Motorcycle safety tips
Inspect your motorcycle before each ride.
It’s a good idea to inspect your bike before you ride to ensure it is as safe as possible. Check your headlights, taillights, turn signals, brakes, fuel, oil, tire pressure, mirrors, handlebars, and horn.
Wear motorcycle gear.
Motorcycle gear protects you from the elements, debris, and road rash. Appropriate gear includes a DOT-approved helmet, goggles, leather jacket, leather pants or chaps, over the ankle boots, and non-slip gloves. Dress in layers to adjust to any changing weather throughout the day.
Check the weather before heading out.
Rain, ice, and snow can compromise your ride. Driving in these elements is hazardous for bikers because you have less traction than a car and visibility is lower. Choose a different day if inclement weather is in the forecast.

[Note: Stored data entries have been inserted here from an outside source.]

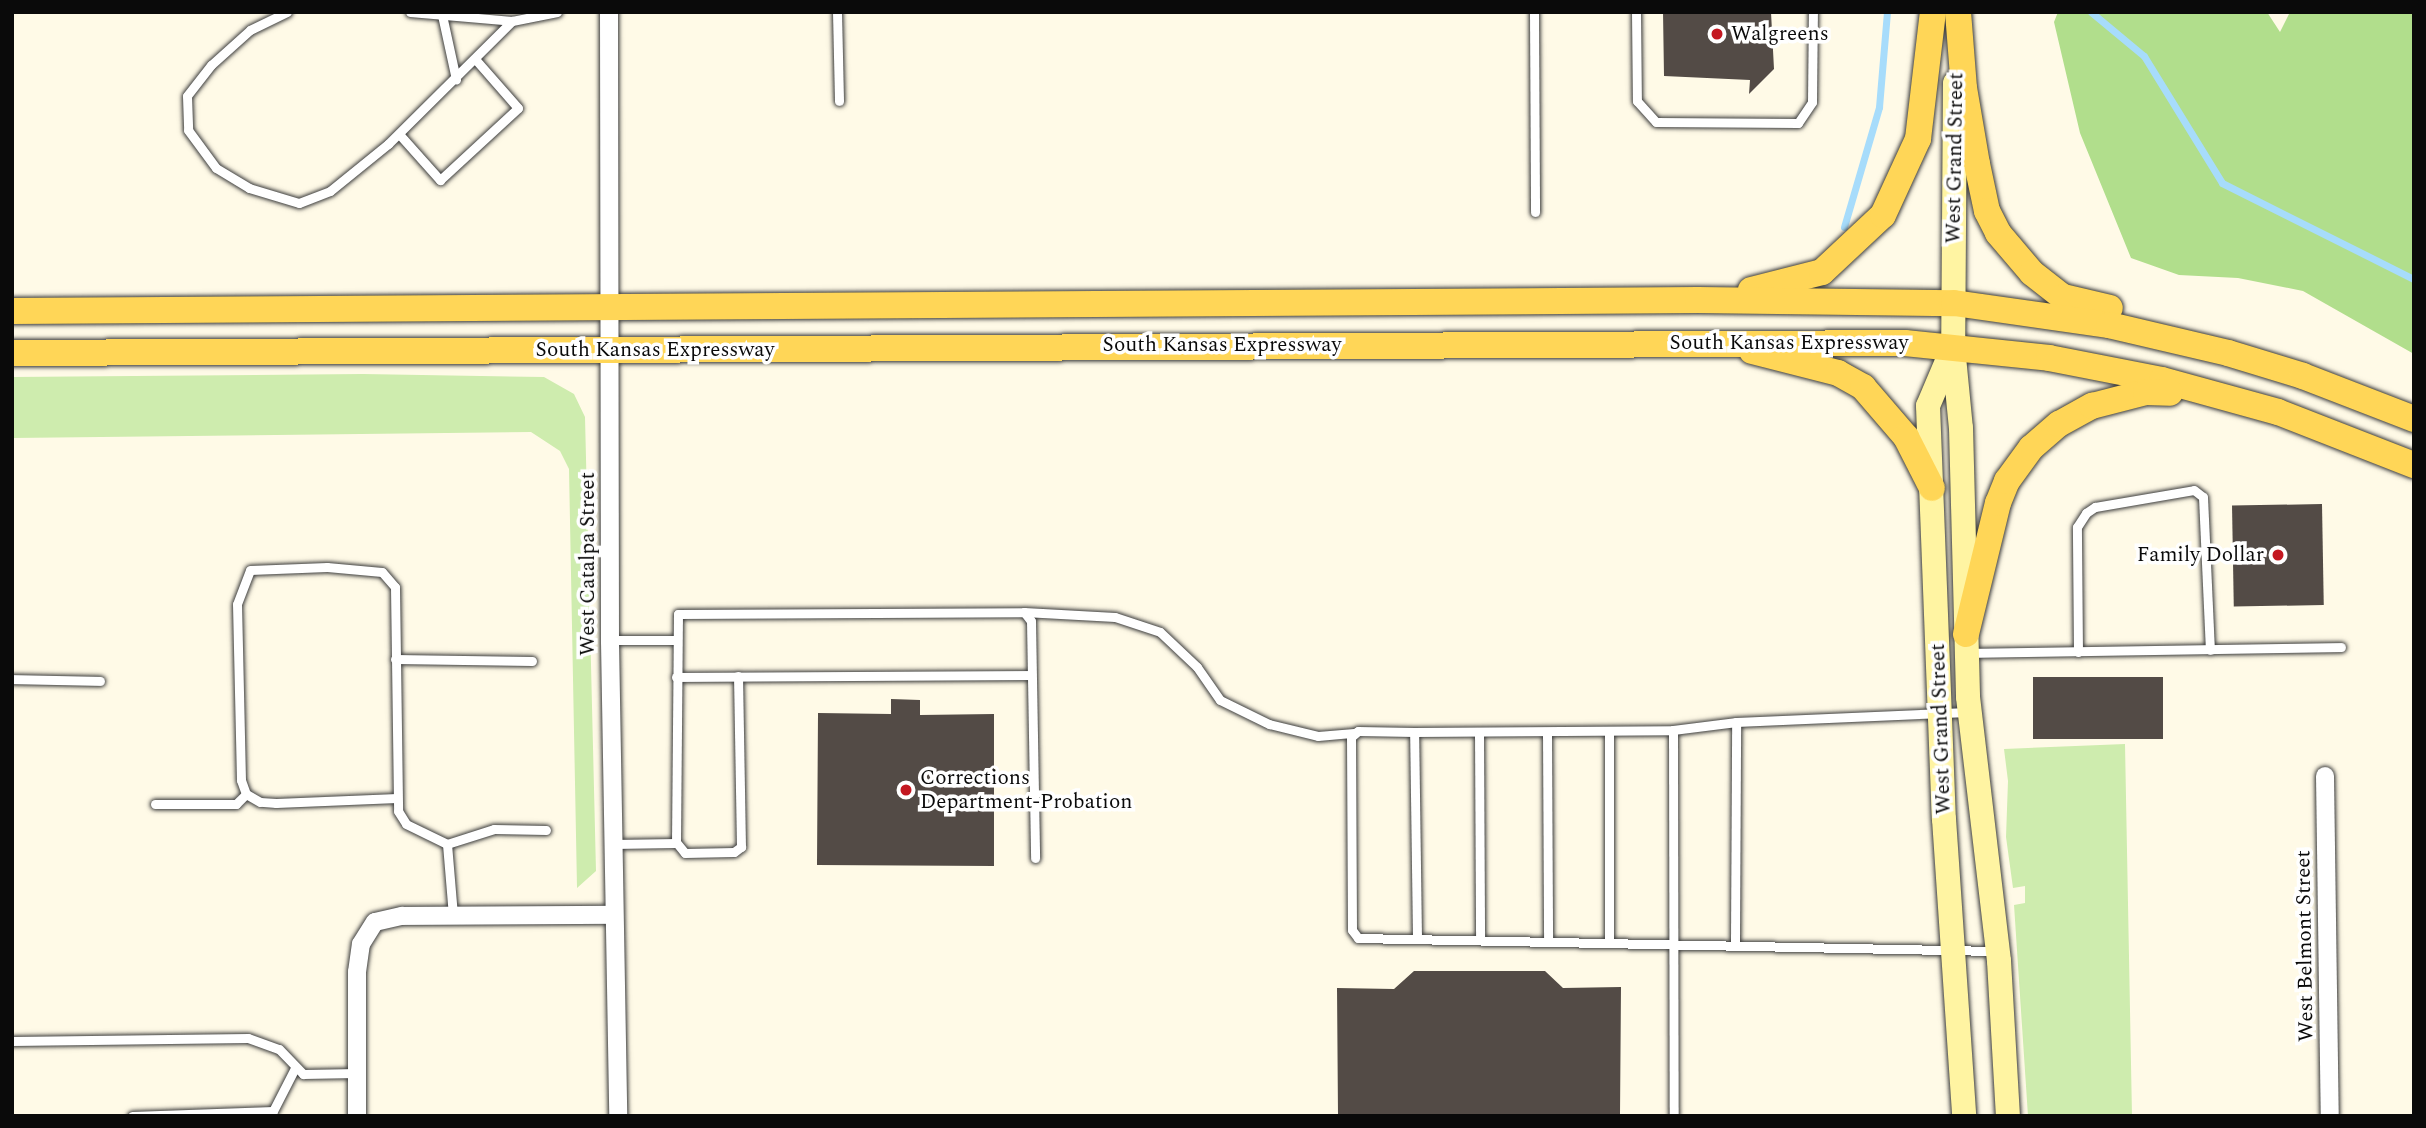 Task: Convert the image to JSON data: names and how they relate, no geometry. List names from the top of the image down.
{
  "streets": {
    "main road": ["West Grand Street", "South Kansas Expressway"],
    "street": ["West Catalpa Street", "West Belmont Street"]
  },
  "crossings": [
    ["West Grand Street", "South Kansas Expressway"],
    ["South Kansas Expressway", "West Catalpa Street"]
  ],
  "places": ["Walgreens", "Family Dollar", "Corrections Department-Probation"]
} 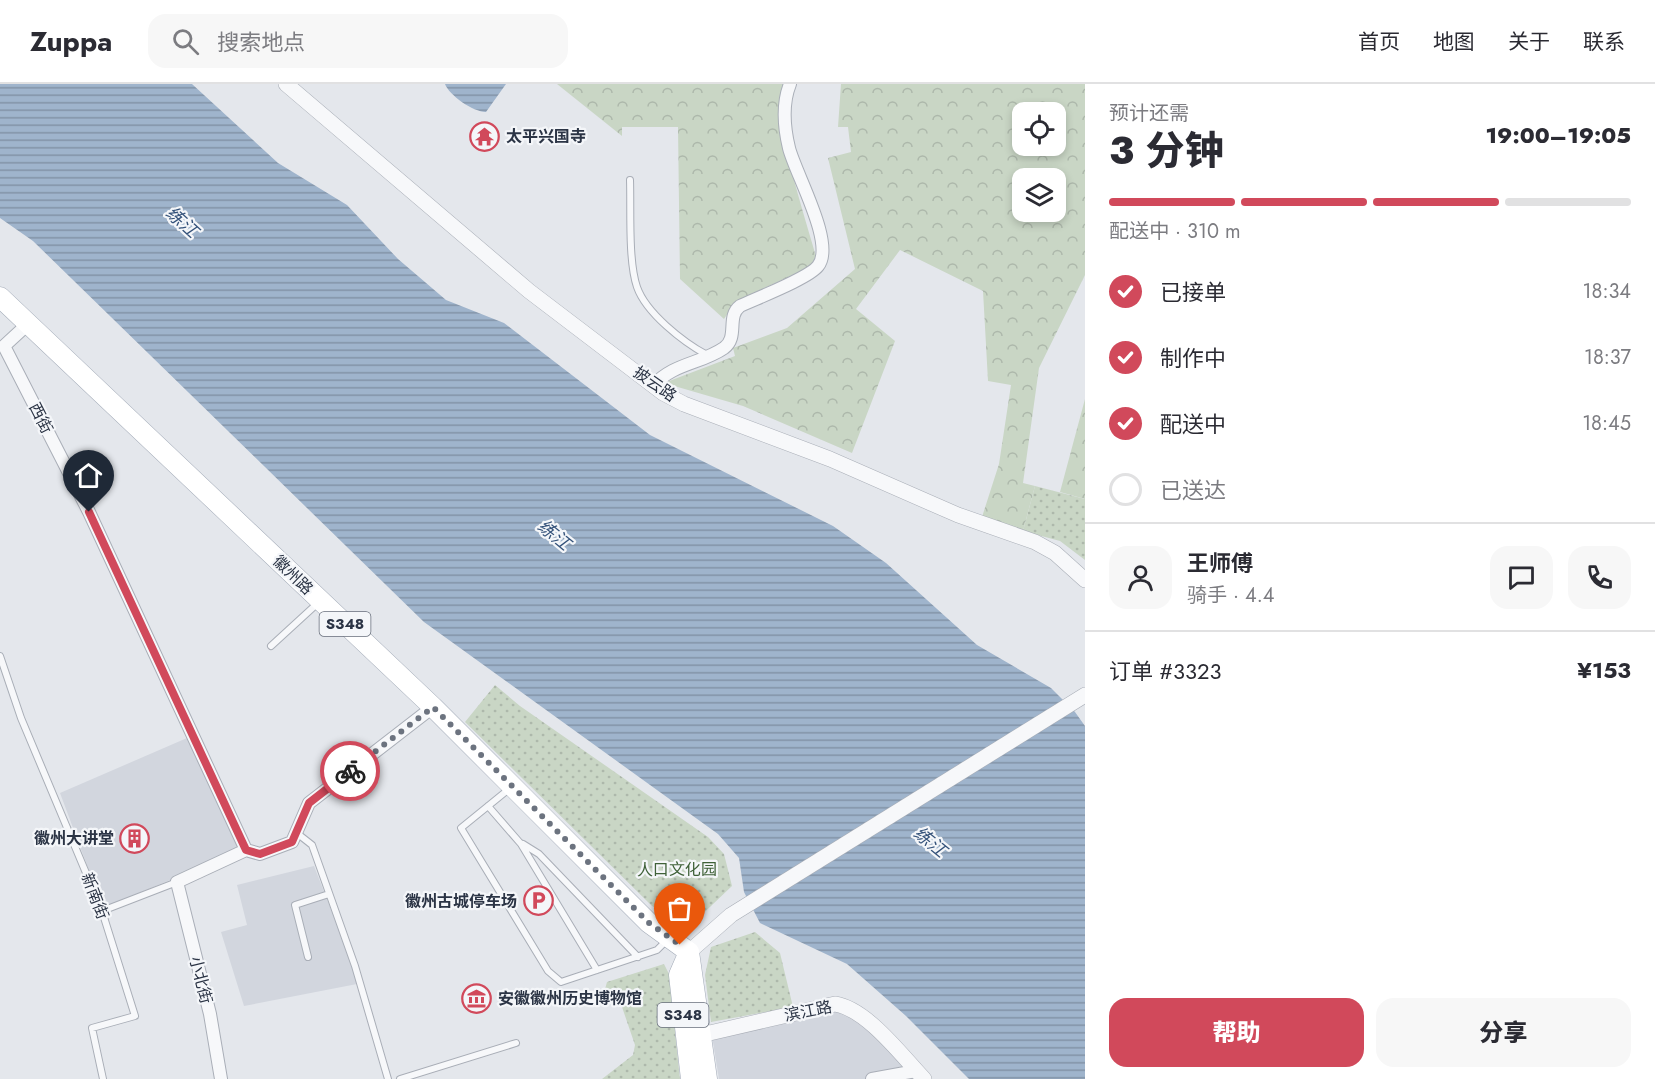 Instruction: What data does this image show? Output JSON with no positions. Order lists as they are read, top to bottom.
{
  "streets": {
    "main road": ["徽州路", "S348"],
    "street": [
      "披云路",
      "西街",
      "小北街",
      "滨江路"
    ],
    "lane": ["新南街"]
  },
  "crossings": [
    ["西街", "徽州路"],
    ["徽州路", "S348"],
    ["S348", "滨江路"]
  ],
  "water": ["练江"],
  "parks": ["人口文化园"],
  "places": {
    "temple": ["太平兴国寺"],
    "building": ["徽州大讲堂"],
    "parking": ["徽州古城停车场"],
    "museum": ["安徽徽州历史博物馆"]
  },
  "page": {
    "header": "Zuppa",
    "search": "搜索地点",
    "nav": [
      "首页",
      "地图",
      "关于",
      "联系"
    ],
    "heading": ["3 分钟", "预计还需", "19:00–19:05"],
    "panel": [
      "王师傅",
      "骑手 · 4.4",
      "订单 #3323",
      "¥153"
    ],
    "bar": "配送中 · 310 m",
    "list": [
      ["已接单", "18:34"],
      ["制作中", "18:37"],
      ["配送中", "18:45"],
      "已送达"
    ],
    "buttons": ["帮助", "分享"]
  }
} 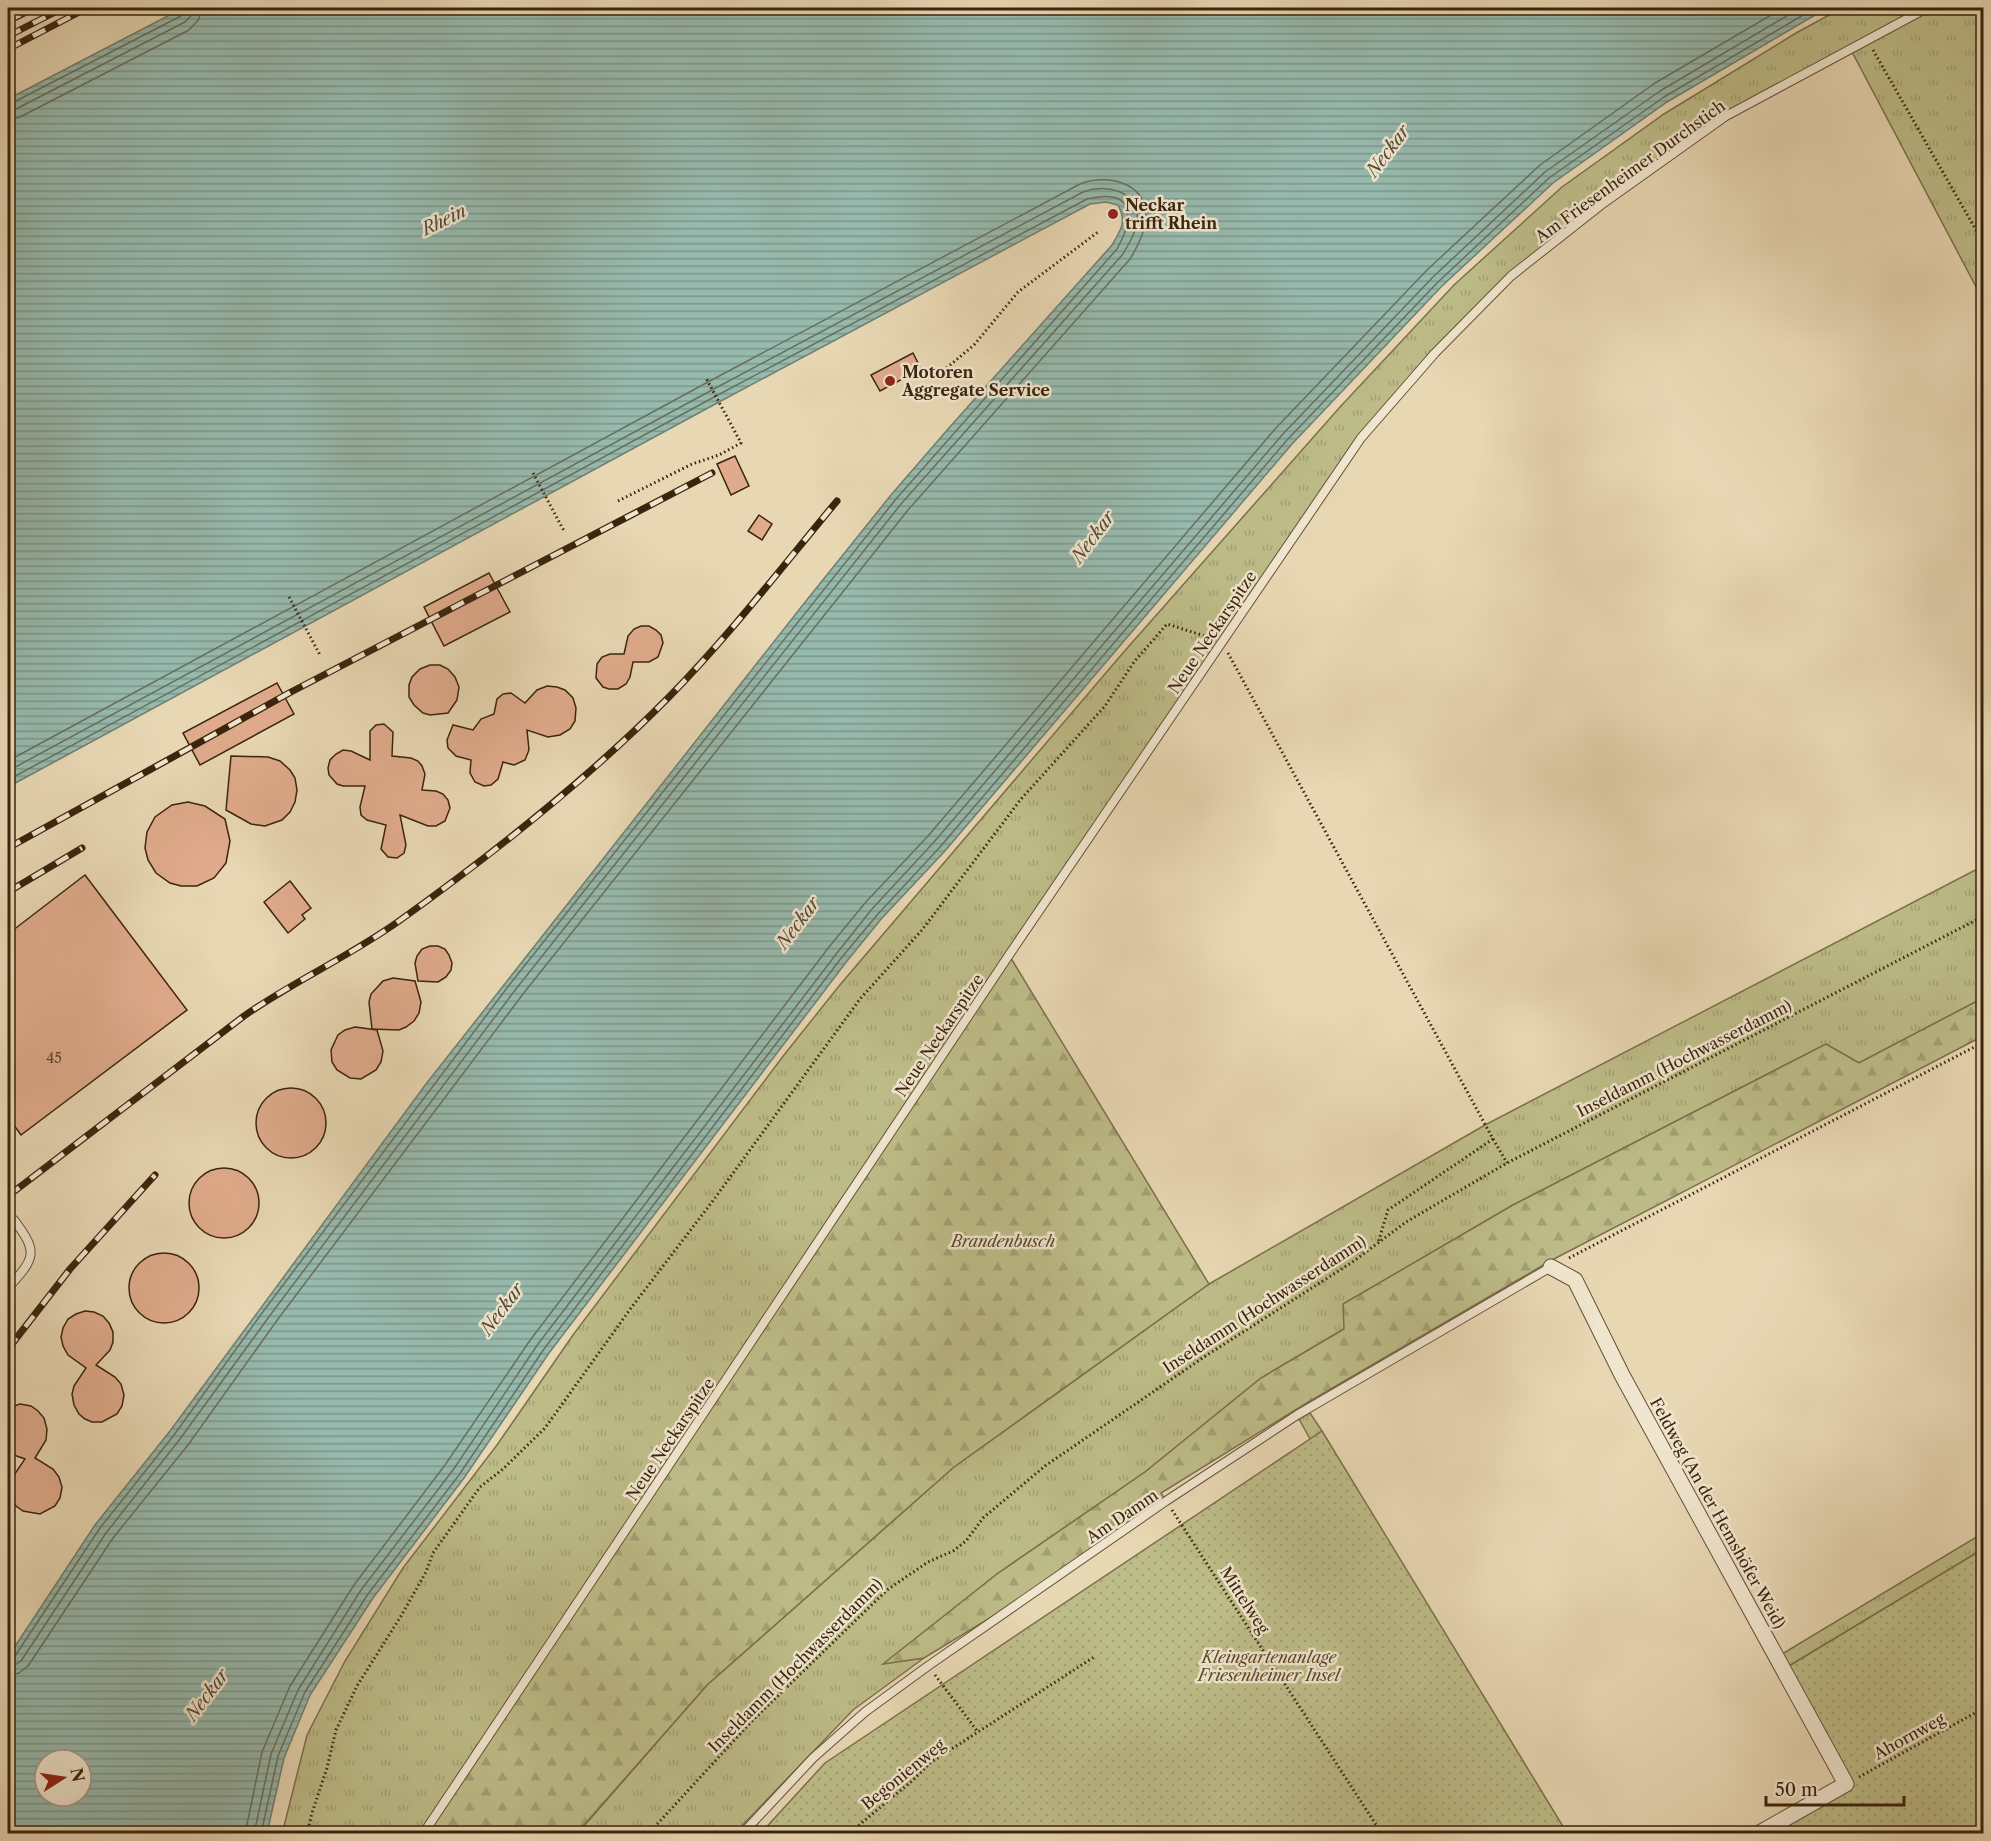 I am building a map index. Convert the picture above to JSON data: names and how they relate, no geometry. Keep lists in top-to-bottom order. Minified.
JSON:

Obey traffic rules, use your signals and drive the speed limit.
This may sound remedial, but it’s important to follow traffic rules, use signals and drive the posted speed limit to avoid accidents. According to the Insurance Institute for Highway Safety, in 2009 48% of motorcyclist deaths were caused by excessive speed.
You cannot assume you are visible to other drivers. Here are some ways to remain visible: Avoid other drivers’ blind spots; Drive with your headlights on even during the day; Wear reflective or bright clothing, and; always use your turn signals and hand signals.
Be observant and watch for road hazards.
Driving defensively enables you to anticipate traffic problems and road hazards. Sand, oil, and gravel can make you lose traction. Bumps and potholes are equally dangerous and should also be avoided. Cross railroad tracks at the appropriate angle.
Stay at a safe distance.
Tailgating is not safe. It is recommended to stay at least four seconds away from the vehicle in front of you. This will allow you to stop in an emergency situation. Also, it is good to have an escape route in mind such as moving to the shoulder should you not be able to stop in time.
Carry a first-aid kit.
Keeping a basic first-aid kit with your motorcycle is a good idea in case of injury. It should include disinfecting wipes, bandages, hand sanitizer, gauze, adhesive tape, and Band-Aids.
Take a safety course.
A safety course will teach you the rules of the road for motorcycles. You will also learn the appropriate actions to take in unpredictable riding situations that can arise. Driving a motorcycle requires skill and good judgment and a safety course can help you practice these.
We hope this list gives you some great tips for your next road trip and it proves to be adventurous and safe.